As shown in fig. 2 a-2 b, the temperature-controlled heating device 104 is provided with a through hole as a light-transmitting window 1041 along the extending direction of the optical path system 101, and the center of the light-transmitting window 1041 on either side is located on the optical axis defined by the coaxial guangxi. A groove a is arranged in the temperature-controlled heating device 104, and the bottom of the groove a is not higher than the lowest point of the light-transmitting window 1041; the groove a accommodates a transparent sample cell 1042, and the sample cell 1042 is used for accommodating a liquid sample to be measured, so that the laser transmitted through the light-transmitting window 1041 can enter the liquid sample in the sample cell 1042 and exit through an ultrasonic grating formed by the liquid sample.

The temperature-controlled heating device 104 is further provided with a first type connecting hole K1 for accommodating the heating rod 1043, a second type connecting hole K2 for accommodating the temperature sensor 1044, and a third type connecting hole K3 for accommodating the ultrasonic transducer 1045; one end of the heating rod 1043 and one end of the temperature sensor 1044 inside the temperature-controlled heating device 104 are respectively connected with the sample cell 1042, the other end of the heating rod 1043 and the other end of the temperature sensor 1044 are respectively connected with the temperature controller 108, the heating rod 1043 is used for heating the liquid sample in the sample cell 1042 according to the regulation of the temperature controller 108, and the temperature sensor 1044 is used for measuring the temperature of the liquid sample in the sample cell 1042 and feeding back to the temperature controller 108 to regulate the heating temperature; one end of the ultrasonic transducer 1045 in the temperature control heating device 104 is in contact with the sample cell 1042, the other end of the ultrasonic transducer 1045 is connected with the ultrasonic signal source 107, and the ultrasonic transducer 1045 outputs ultrasonic waves to the liquid sample in the sample cell 1042 under the control of the ultrasonic signal source 107.

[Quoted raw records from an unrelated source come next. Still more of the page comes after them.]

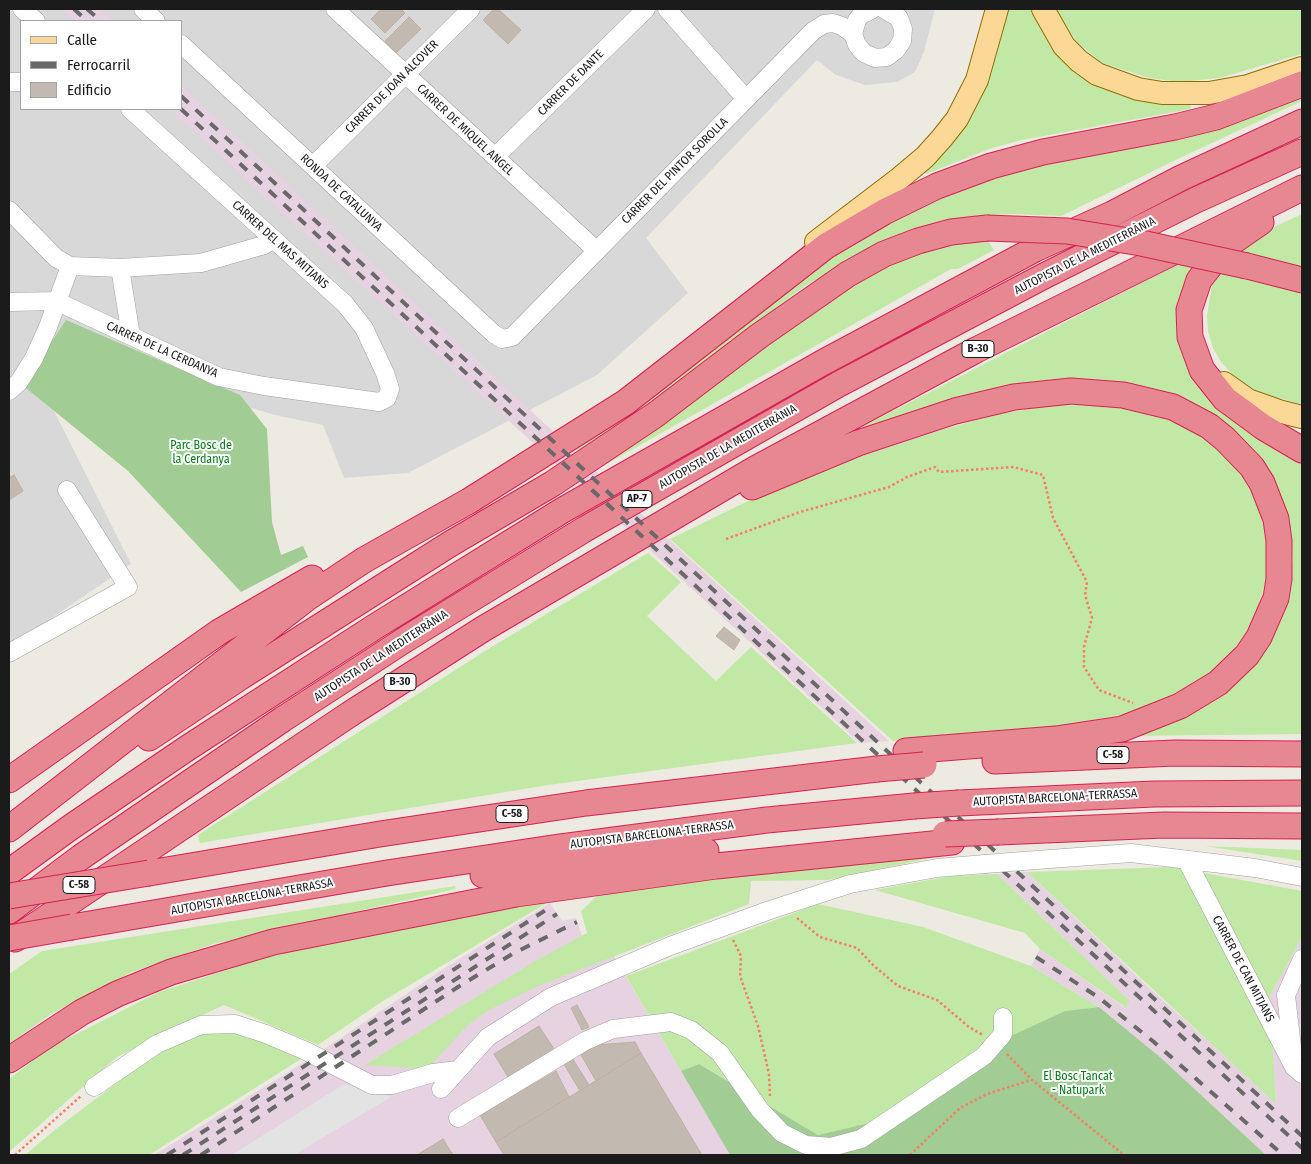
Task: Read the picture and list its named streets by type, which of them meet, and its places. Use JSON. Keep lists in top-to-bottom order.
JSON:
{
  "streets": {
    "highway": [
      "AUTOPISTA DE LA MEDITERRÀNIA",
      "B-30",
      "AP-7",
      "C-58",
      "AUTOPISTA BARCELONA-TERRASSA"
    ],
    "street": [
      "CARRER DE DANTE",
      "CARRER DE JOAN ALCOVER",
      "CARRER DE MIQUEL ANGEL",
      "CARRER DEL PINTOR SOROLLA",
      "RONDA DE CATALUNYA",
      "CARRER DEL MAS MITJANS",
      "CARRER DE LA CERDANYA",
      "CARRER DE CAN MITJANS"
    ]
  },
  "crossings": [
    ["CARRER DE DANTE", "CARRER DE MIQUEL ANGEL"],
    ["CARRER DE JOAN ALCOVER", "CARRER DE MIQUEL ANGEL"],
    ["CARRER DE JOAN ALCOVER", "RONDA DE CATALUNYA"],
    ["CARRER DE MIQUEL ANGEL", "CARRER DEL PINTOR SOROLLA"],
    ["CARRER DEL PINTOR SOROLLA", "RONDA DE CATALUNYA"],
    ["CARRER DEL MAS MITJANS", "CARRER DE LA CERDANYA"],
    ["B-30", "C-58"]
  ],
  "parks": ["Parc Bosc de la Cerdanya", "El Bosc Tancat - Natupark"],
  "legend": ["Calle", "Ferrocarril", "Edificio"]
}
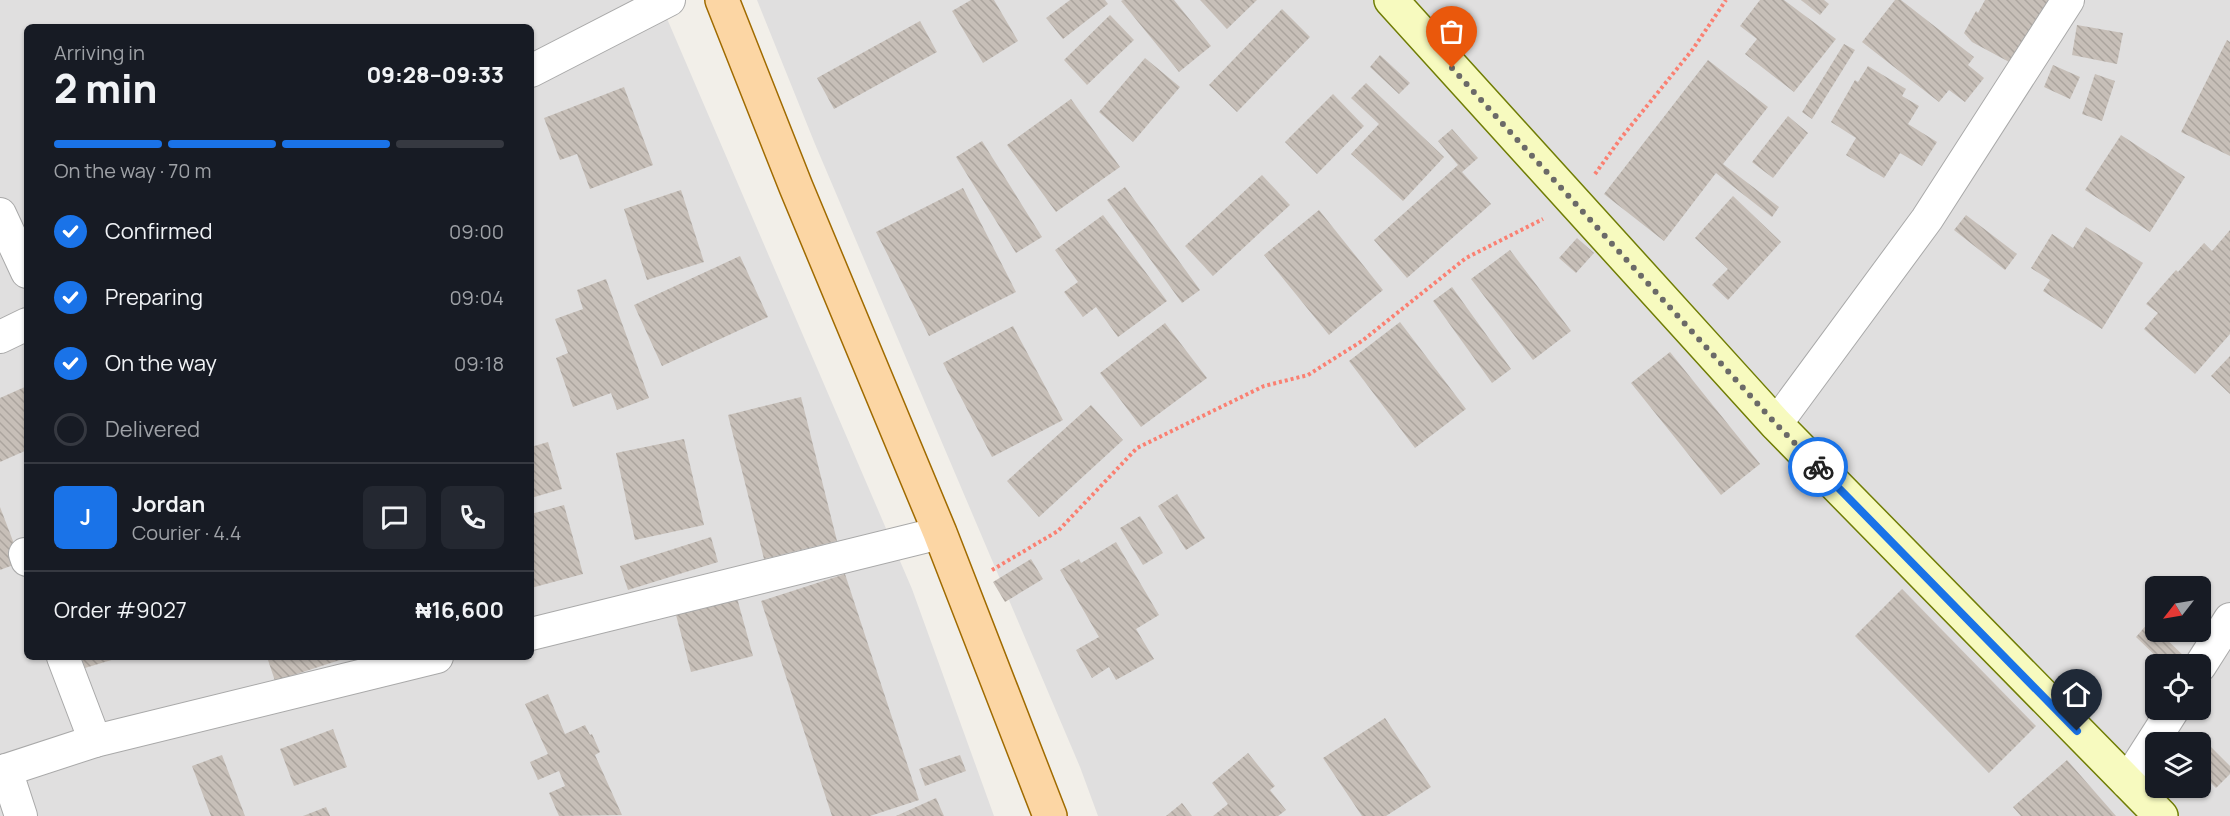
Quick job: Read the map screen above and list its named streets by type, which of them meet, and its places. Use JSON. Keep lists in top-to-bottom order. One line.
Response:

After a target liquid sample to be measured is placed in the sample cell 1042, the ultrasonic signal source 107 is turned on, and ultrasonic waves are output to the target liquid sample through an ultrasonic transducer 1045 on the temperature control heating device 104 connected with the ultrasonic signal source; meanwhile, the temperature controller 108 triggers the heating rod 1043 to heat the target liquid sample according to the set target temperature, and after the temperature sensor 1044 detects that the target liquid sample reaches the target temperature, the temperature controller 108 instructs the heating rod 1043 to stop heating; at the target temperature, the laser 106 is turned on, the positions of the optical instruments on the optical path system 101 are adjusted, laser enters an ultrasonic grating formed by a target liquid sample through the slit 105 and then exits, and after being condensed by the convex lens 103, the laser is imaged as diffraction fringes on the light screen 102.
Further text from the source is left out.